Home » IEA Chief Birol Says Iran War Has Made the Indian Ocean the Most Strategically Contested Energy Region on Earth

IEA Chief Birol Says Iran War Has Made the Indian Ocean the Most Strategically Contested Energy Region on Earth

by admin477351

The Iran war has transformed the Indian Ocean and the broader Gulf region into the most strategically contested energy geography on earth, the head of the International Energy Agency has said. Fatih Birol, speaking in Canberra, said the conflict had highlighted just how much of the world’s most critical energy supply infrastructure and transit routes were concentrated in this single region. He described the overall crisis as equivalent to the combined force of the 1970s twin oil shocks and the Ukraine gas emergency.

Birol noted that the Gulf region contained the world’s largest oil and gas reserves, its most critical energy export infrastructure, and its most important transit chokepoint in the Hormuz strait. The concentration of so much strategic energy value in a single contested region had always represented a structural vulnerability — and the Iran crisis had demonstrated what happened when that vulnerability was exploited at maximum scale.

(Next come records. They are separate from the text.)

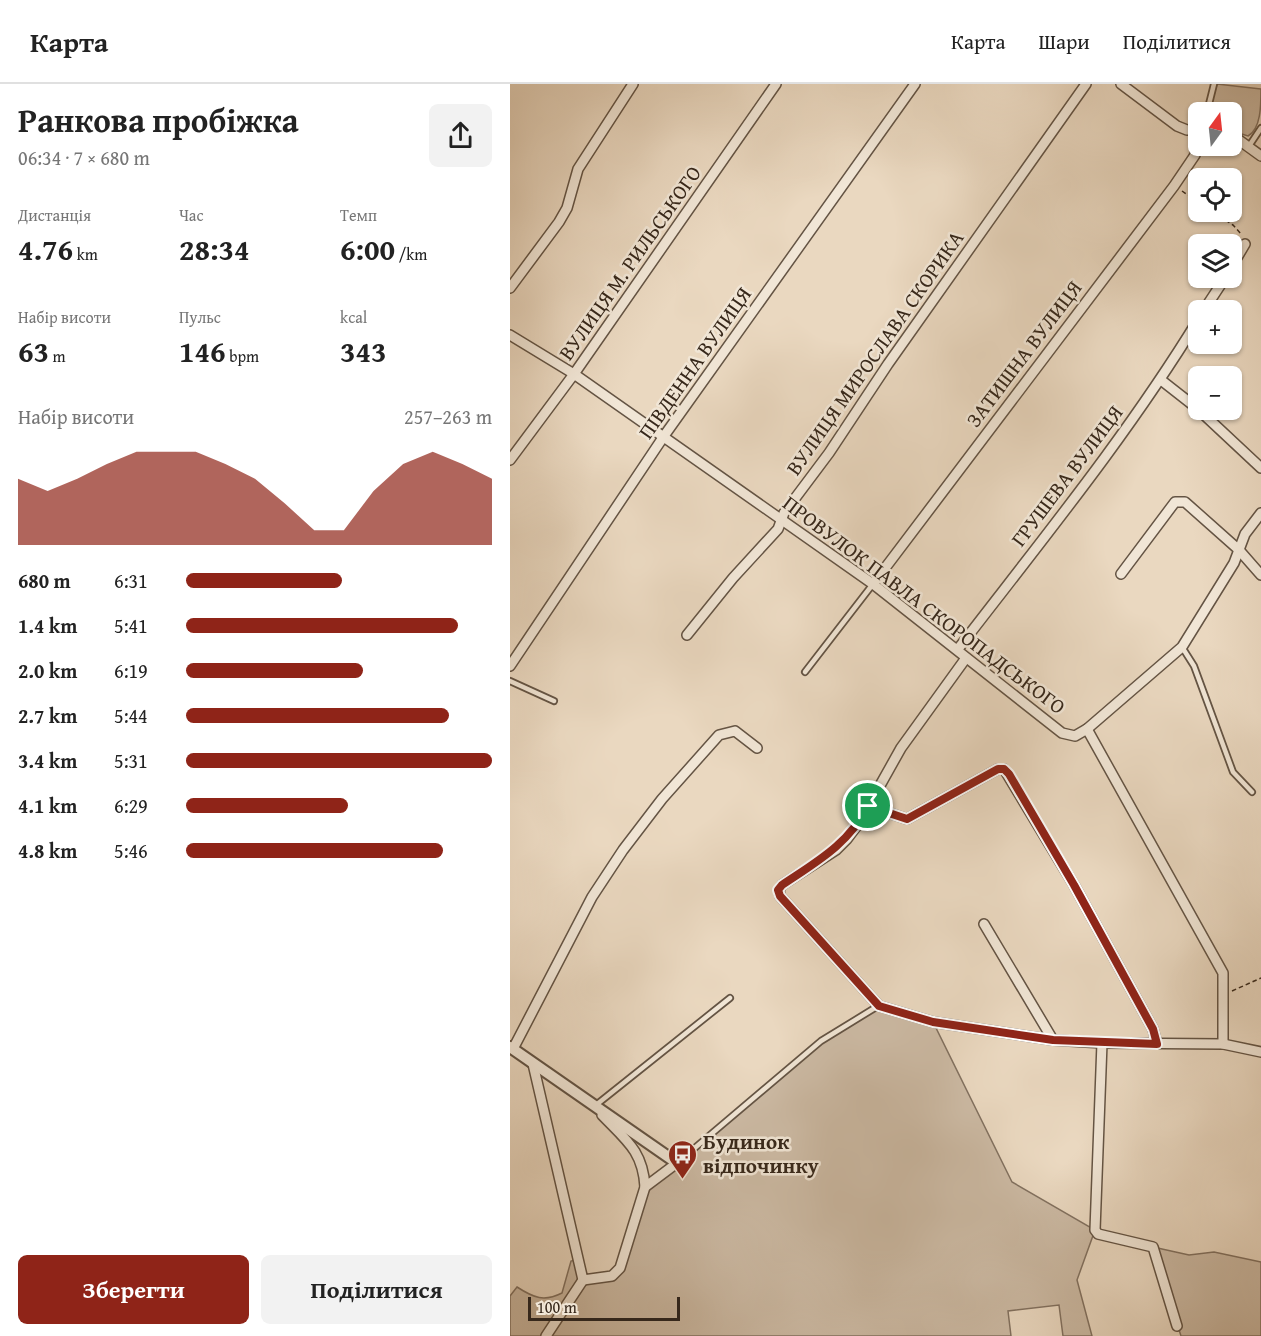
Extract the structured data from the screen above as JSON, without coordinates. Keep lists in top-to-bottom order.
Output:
{
  "streets": {
    "street": [
      "ВУЛИЦЯ М. РИЛЬСЬКОГО",
      "ВУЛИЦЯ МИРОСЛАВА СКОРИКА",
      "ЗАТИШНА ВУЛИЦЯ",
      "ПІВДЕННА ВУЛИЦЯ",
      "ГРУШЕВА ВУЛИЦЯ",
      "ПРОВУЛОК ПАВЛА СКОРОПАДСЬКОГО"
    ]
  },
  "crossings": [
    ["ВУЛИЦЯ М. РИЛЬСЬКОГО", "ПРОВУЛОК ПАВЛА СКОРОПАДСЬКОГО"],
    ["ВУЛИЦЯ МИРОСЛАВА СКОРИКА", "ПРОВУЛОК ПАВЛА СКОРОПАДСЬКОГО"],
    ["ЗАТИШНА ВУЛИЦЯ", "ПРОВУЛОК ПАВЛА СКОРОПАДСЬКОГО"],
    ["ПІВДЕННА ВУЛИЦЯ", "ПРОВУЛОК ПАВЛА СКОРОПАДСЬКОГО"],
    ["ГРУШЕВА ВУЛИЦЯ", "ПРОВУЛОК ПАВЛА СКОРОПАДСЬКОГО"]
  ],
  "places": {
    "bus stop": ["Будинок відпочинку"]
  },
  "scale_bar": "100 m",
  "north": "top",
  "page": {
    "header": "Карта",
    "nav": ["Карта", "Шари", "Поділитися"],
    "heading": ["Ранкова пробіжка", "06:34 · 7 × 680 m"],
    "map_buttons": ["+", "−"],
    "stats": [
      ["Дистанція", "4.76 km"],
      ["Час", "28:34"],
      ["Темп", "6:00 /km"],
      ["Набір висоти", "63 m"],
      ["Пульс", "146 bpm"],
      ["kcal", "343"]
    ],
    "chart": ["Набір висоти", "257–263 m"],
    "list": [
      {
        "name": "680 m",
        "note": "6:31"
      },
      {
        "name": "1.4 km",
        "note": "5:41"
      },
      {
        "name": "2.0 km",
        "note": "6:19"
      },
      {
        "name": "2.7 km",
        "note": "5:44"
      },
      {
        "name": "3.4 km",
        "note": "5:31"
      },
      {
        "name": "4.1 km",
        "note": "6:29"
      },
      {
        "name": "4.8 km",
        "note": "5:46"
      }
    ],
    "buttons": ["Зберегти", "Поділитися"],
    "scale": "100 m"
  }
}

The conflict began February 28 with US and Israeli strikes on Iran and has since removed 11 million barrels of oil per day and 140 billion cubic metres of gas from world markets. At least 40 Gulf energy assets have been severely damaged, and the Hormuz strait — through which approximately 20 percent of global oil flows — remains closed. The IEA deployed 400 million barrels from strategic reserves on March 11 in its largest emergency action.

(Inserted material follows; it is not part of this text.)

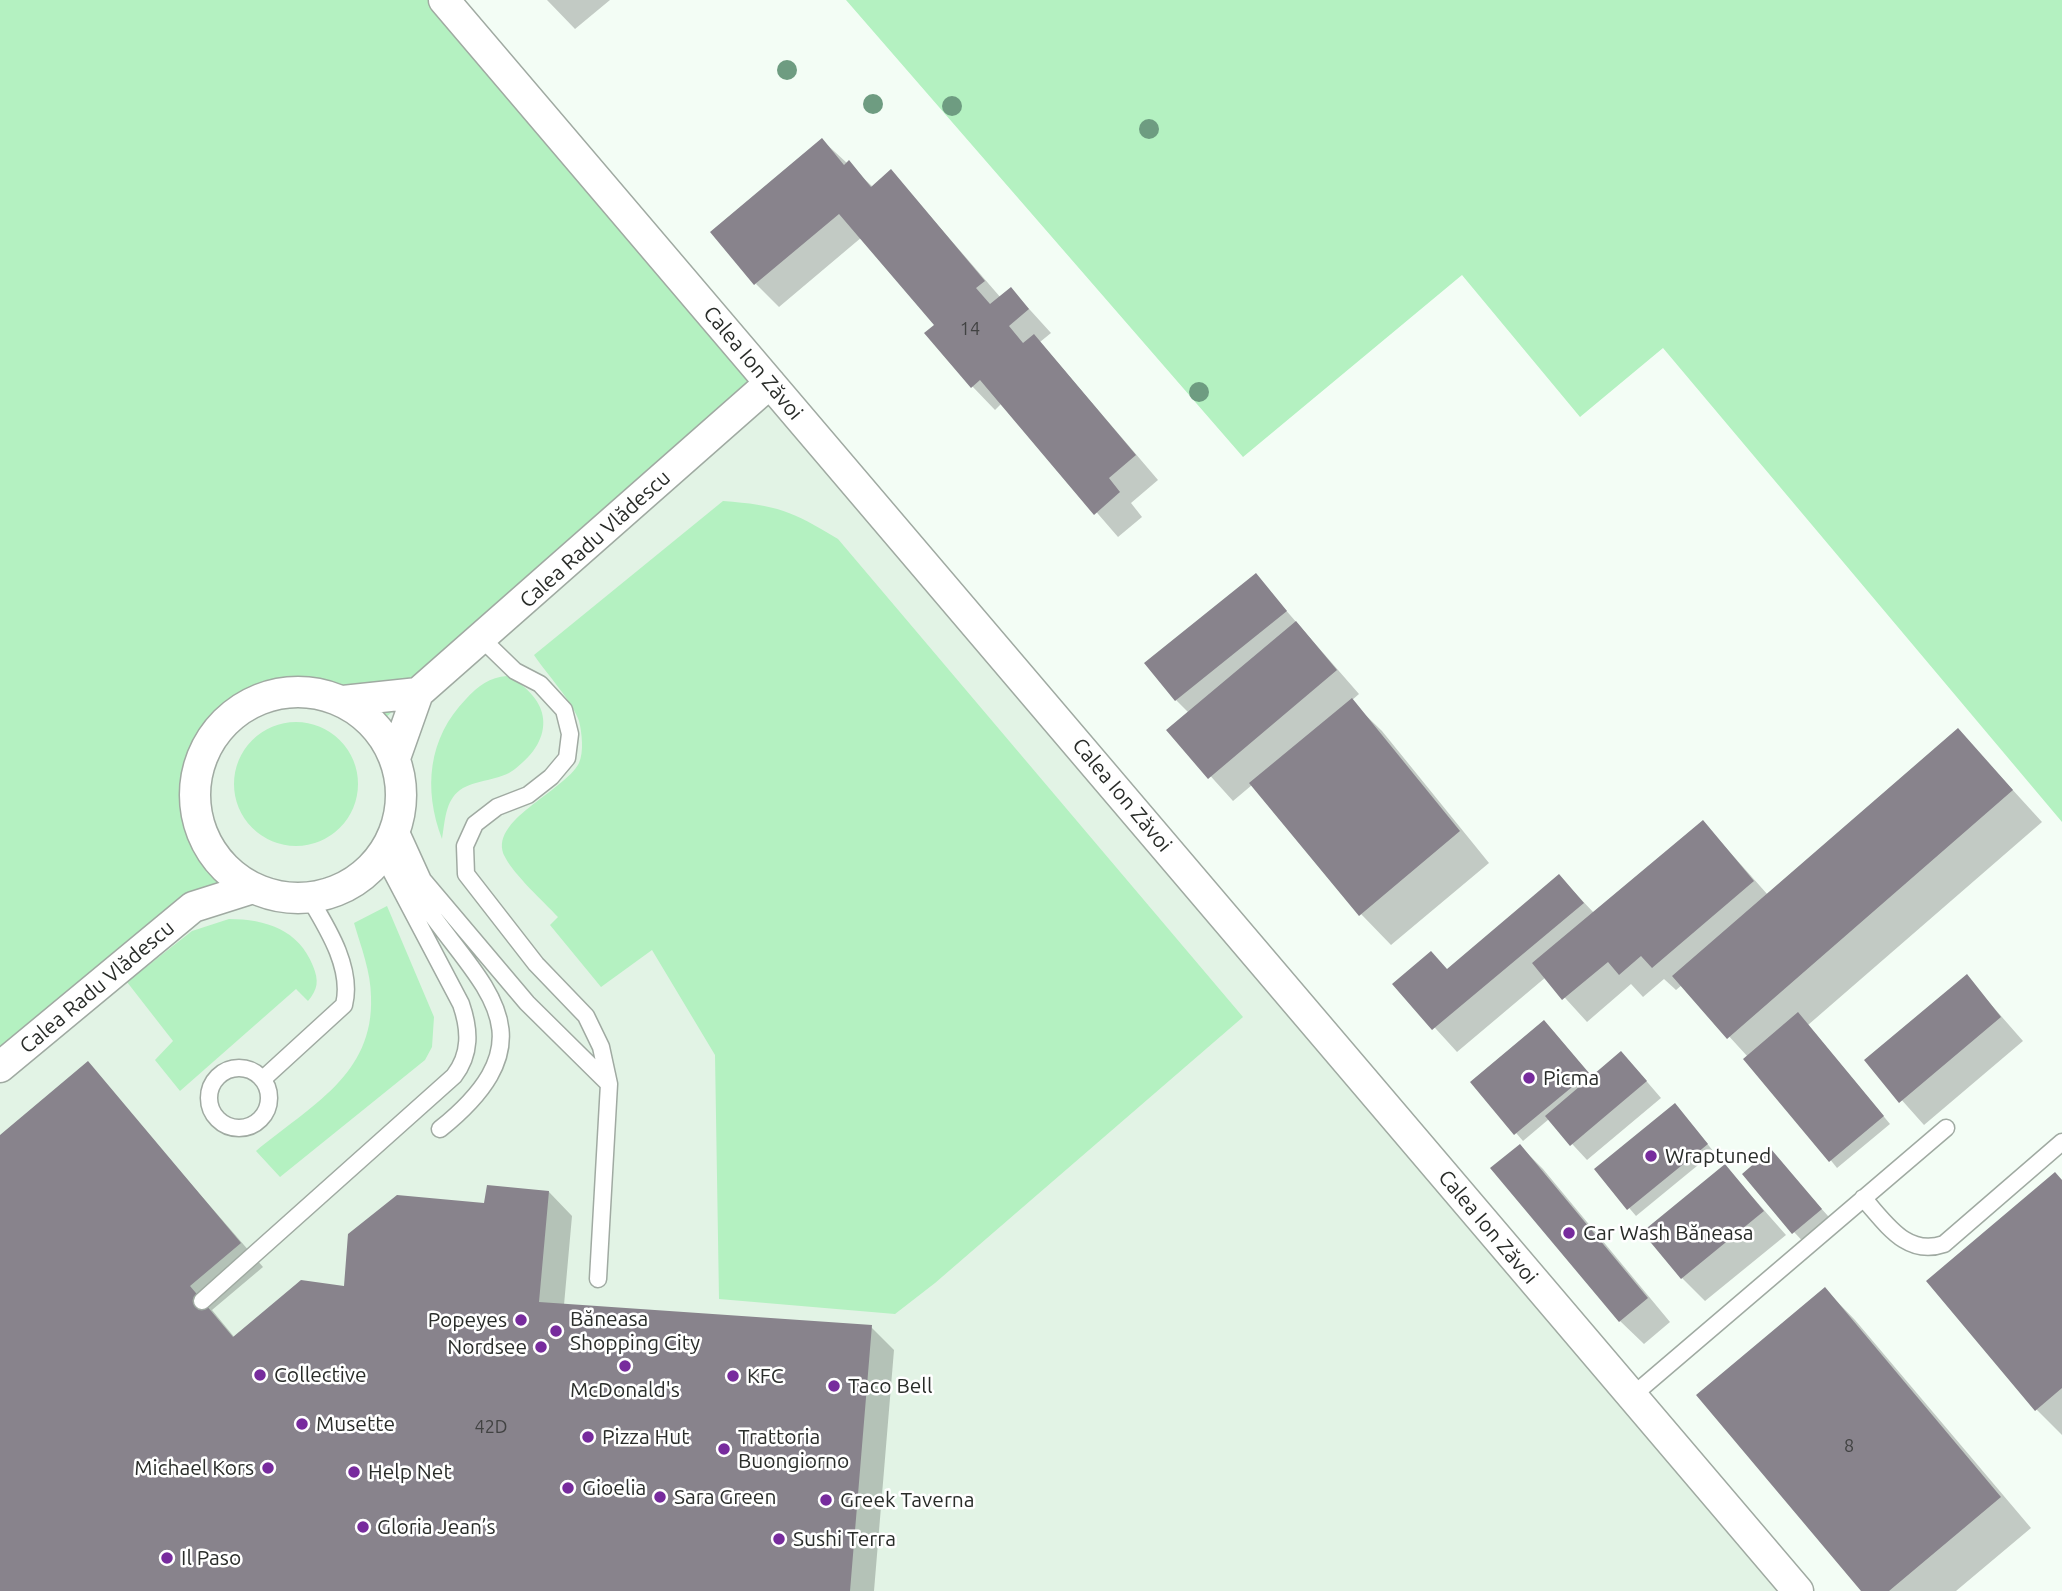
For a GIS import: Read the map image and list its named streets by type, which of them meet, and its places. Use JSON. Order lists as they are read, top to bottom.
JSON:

Birol confirmed further releases were under consideration and said consultations with governments across Europe, Asia, and North America were ongoing. He called for demand-side policies including remote work, lower speed limits, and reduced commercial aviation. He met with Australian Prime Minister Anthony Albanese and noted that Australia’s proximity to the Indian Ocean region gave it a particular strategic interest in the stabilization of energy flows through the area.

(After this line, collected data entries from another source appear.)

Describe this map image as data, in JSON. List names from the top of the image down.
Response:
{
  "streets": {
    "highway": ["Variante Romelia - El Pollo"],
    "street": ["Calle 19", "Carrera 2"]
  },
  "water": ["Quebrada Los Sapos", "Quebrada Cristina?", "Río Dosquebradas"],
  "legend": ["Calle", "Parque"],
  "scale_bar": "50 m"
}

Trump’s 48-hour ultimatum to Iran to reopen the strait expired without result, and Tehran threatened retaliatory strikes on US and allied energy and water infrastructure. Japan indicated it could contribute minesweeping military assets if a ceasefire was achieved. Birol concluded that the Indian Ocean region’s strategic energy importance demanded a permanent and serious international security framework to protect the energy infrastructure and transit routes on which the entire global economy depended.